Gegen das ihr am 28.10.2021 zugestellte Urteil des Sozialgerichts hat die Bevollmächtigte des Klägers am 26.11.2021 Berufung beim Bayerischen Landessozialgericht eingelegt. Die Eltern seien wegen der hohen Qualifikation des Klägers davon ausgegangen, dass dieser zeitnah nach Abschluss seines Studiums Arbeit finden würde. Es habe für die Eltern keinen Grund gegeben, dem Kläger die Wohnung nach Abschluss des Studiums weiterhin kostenfrei zur Verfügung zu stellen. Der Kläger habe sich den Forderungen der Eltern ergeben, weil er auch in der berechtigten Hoffnung gewesen sei, bald Einnahmen zu haben. Dass sich die Arbeitssuche bzw. Gründung einer selbstständigen Tätigkeit v.a. wegen der Corona-Pandemie verzögern würden, hätten die Mietvertragsparteien bei Abschluss des Mietvertrages am 30.05.2019 nicht absehen können. Der Rechtsbindungswille der Mietvertragsparteien werde auch daraus ersichtlich, dass der Kläger monatsweise die bestehenden Mietschulden (wie auch die sonstigen Schulden) getilgt habe. Von einer dauerhaften Stundung der Mietzinsforderung könne keine Rede sein. Das Mietverhältnis unter engsten Verwandten müsse bezogen auf die mietrechtlichen Konsequenzen keinem Fremdvergleich standhalten. Die Eltern des Klägers hätten über den gesamten Zeitraum des Leistungsbezugs des Klägers davon ausgehen können, dass dieser mittels Widerspruchs- und Klageverfahrens sowie durch den Aufbau einer selbstständigen Tätigkeit und Arbeitssuche auf eine Veränderung der Situation hingewirkt habe. Die Mietforderung sei nicht von einer möglichen Leistung durch den Beklagten abhängig gemacht worden. Der Kauf eines Autos durch den Kläger sei erfolgt, um ein Vermittlungshindernis zu beseitigen; er sei daher auch durch den Beklagten gefördert worden. Ein Scheingeschäft könne nicht damit begründet werden, dass der Hilfebedürftige die Miete nicht aus eigenen Mitteln bezahlen könne, da dies regelmäßig Teil der Hilfebedürftigkeit sei.
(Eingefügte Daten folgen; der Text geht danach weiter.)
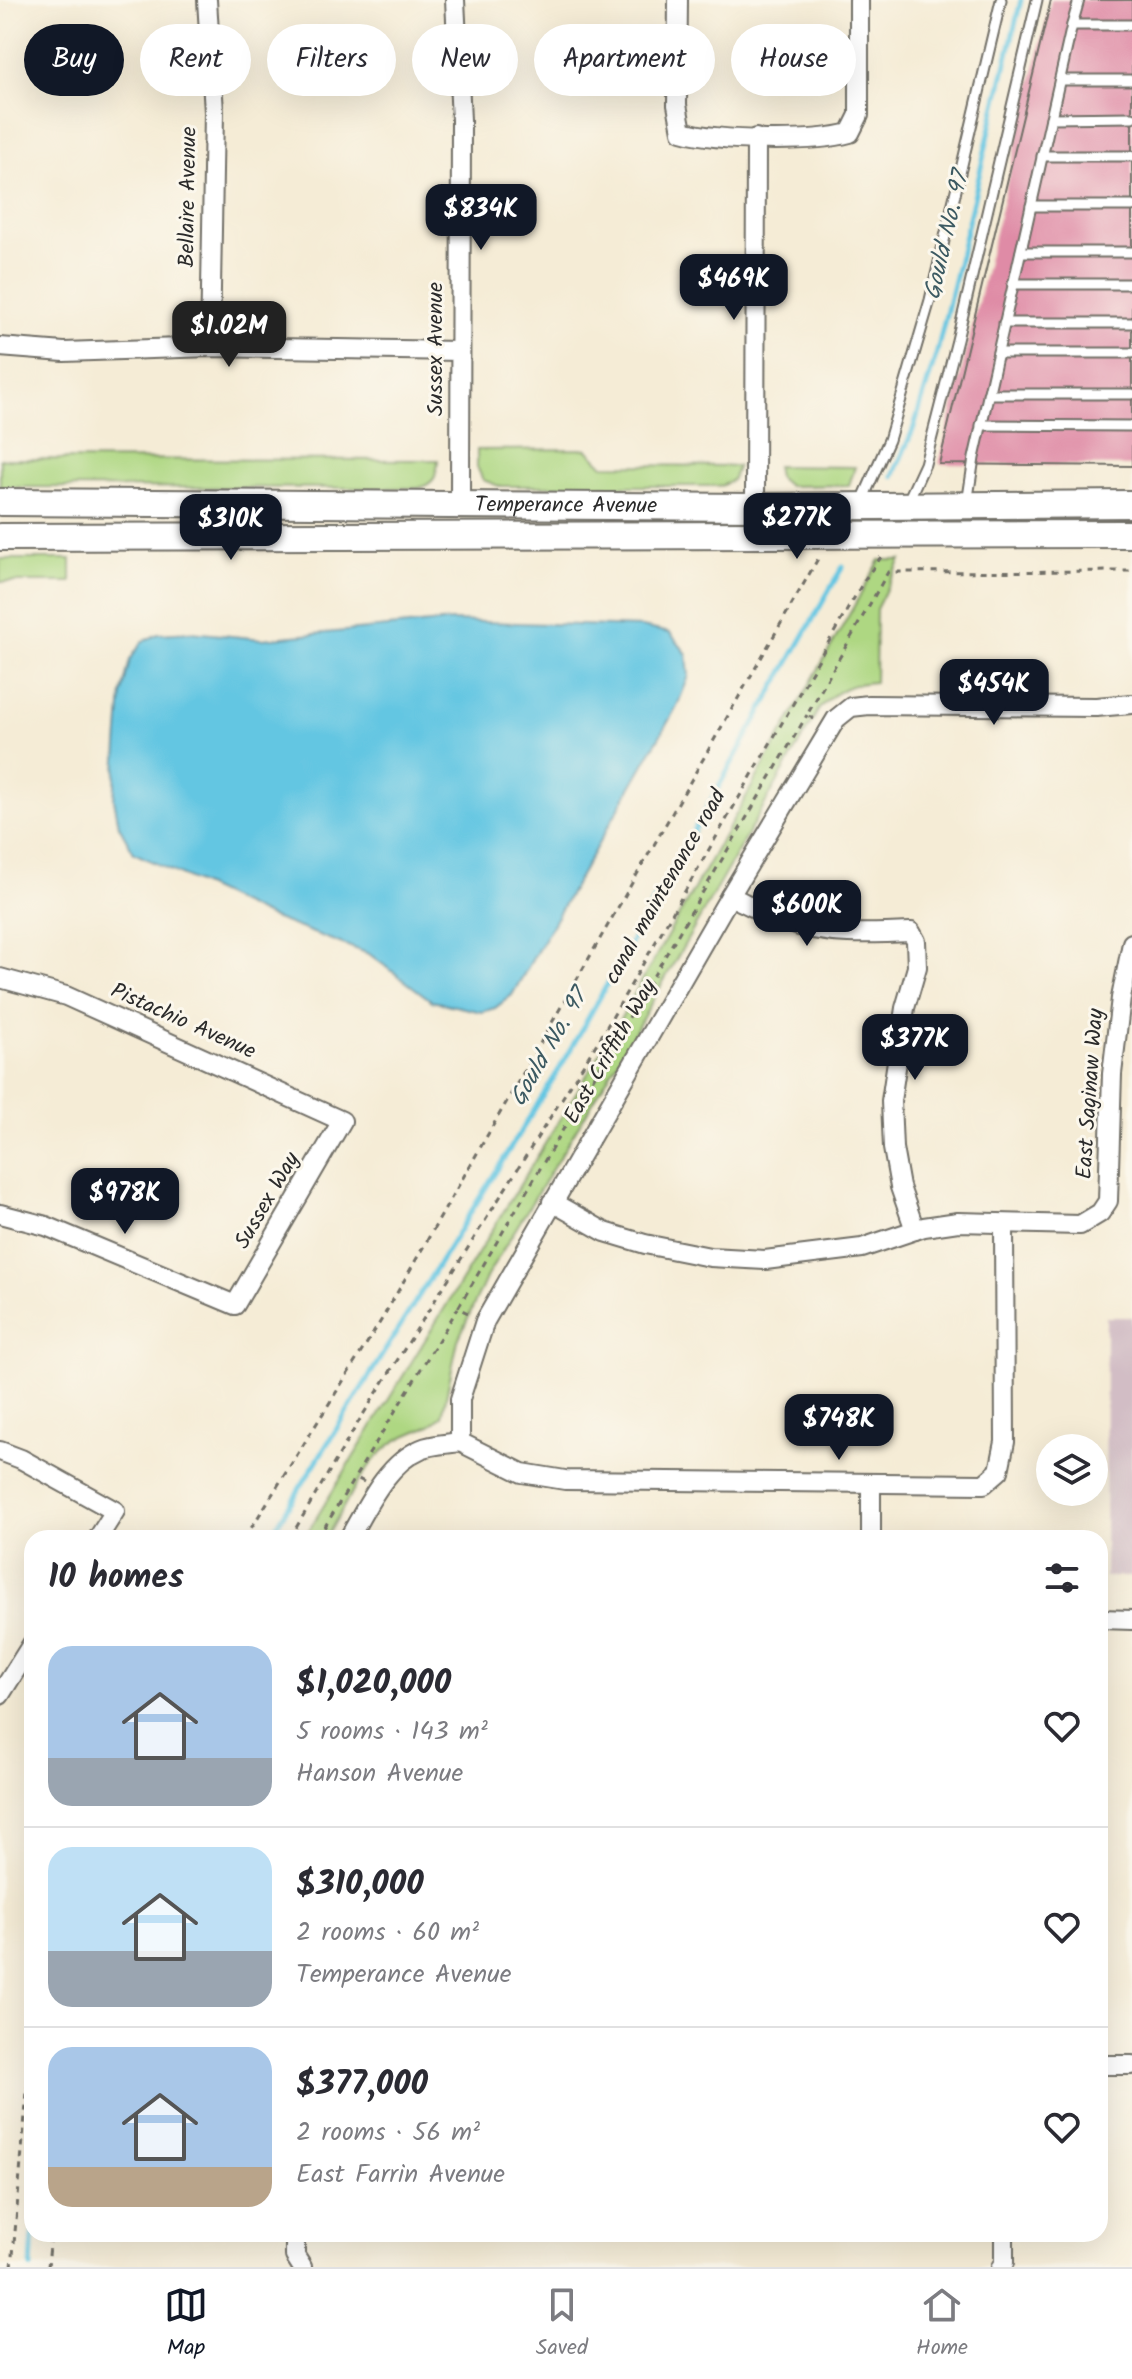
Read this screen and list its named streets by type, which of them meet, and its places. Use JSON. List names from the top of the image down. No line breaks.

In der mündlichen Verhandlung vor dem Senat im Parallelverfahren L 16 AS 537/21 zum dort streitigen Zeitraum von Juni 2019 bis März 2020 hat der Kläger auf die Frage der Vorsitzenden, warum er die Mietzahlungen an seine Eltern nicht aus dem Aktiendepot beglichen habe, zunächst ausgeführt, er habe Angst gehabt, einen Verlust zu machen. Auf die Frage, warum er nach der fristlosen Kündigung der Eltern und der angedrohten Räumung die Mietschulden nicht aus dem Depot beglichen habe, hat er erklärt, es sei ihm wohl nicht bewusst gewesen, dass das Depot damals noch bestanden habe.
Die Bevollmächtigte des Klägers beantragt,
das Urteil des Sozialgerichts Landshut vom 22.10.2021 aufzuheben und den Beklagten unter Abänderung der Bescheide vom 31.03.2020 und 23.07.2020 in Gestalt des Widerspruchsbescheides vom 27.08.2020 zu verurteilen, dem Kläger für die Zeit vom 01.04.2020 bis 31.07.2020, des Weiteren unter Abänderung der Bescheide vom 30.07.2020 und 30.11.2020 in Gestalt des Widerspruchsbescheides vom 17.12.2020 für die Zeit vom 01.08.2020 bis 31.01.2021 sowie unter Abänderung des Bescheides vom 02.02.2021 in Gestalt des Widerspruchsbescheides vom 31.05.2021 für die Zeit vom 01.02.2021 bis 31.07.2021 monatlich weitere 375,- Euro an Kosten für Unterkunft und Heizung zu bewilligen.
Der Beklagte beantragt,
die Berufung zurückzuweisen.
Der Beklagte hat zur Begründung auf die Ausführungen im erstinstanzlichen Urteil verwiesen. Es habe sich um eine Scheingeschäft gehandelt, um höhere Leistungen vom Beklagten zu erhalten. Es sei nicht plausibel, dass der Kläger, ohne dass sich der zugrundeliegende Sachverhalt geändert habe, einen Mietvertrag mit seinen Eltern abschließe, obwohl er zuvor jahrelang und auch bei Antragstellung kostenfrei im Elternhaus gewohnt habe. Es entspreche auch nicht der Lebenswirklichkeit, dass ein Vermieter jahrelang auf einen Großteil seiner Mieteinnahmen warte, ohne rechtliche Schritte zu veranlassen. Der Vortrag des Klägers, ab Aufnahme der Erwerbstätigkeit Miete gezahlt und die Mietschulden getilgt zu haben, sei nicht geeignet, das anfängliche Konstrukt eines Scheingeschäfts im Nachhinein zu legitimieren, sondern sei eine konsequente Folge des Konstrukts. Die Aufnahme einer Vollzeiterwerbstätigkeit wäre auch bereits während der Corona-Pandemie möglich gewesen, da es an offenen Stellen nicht gemangelt habe.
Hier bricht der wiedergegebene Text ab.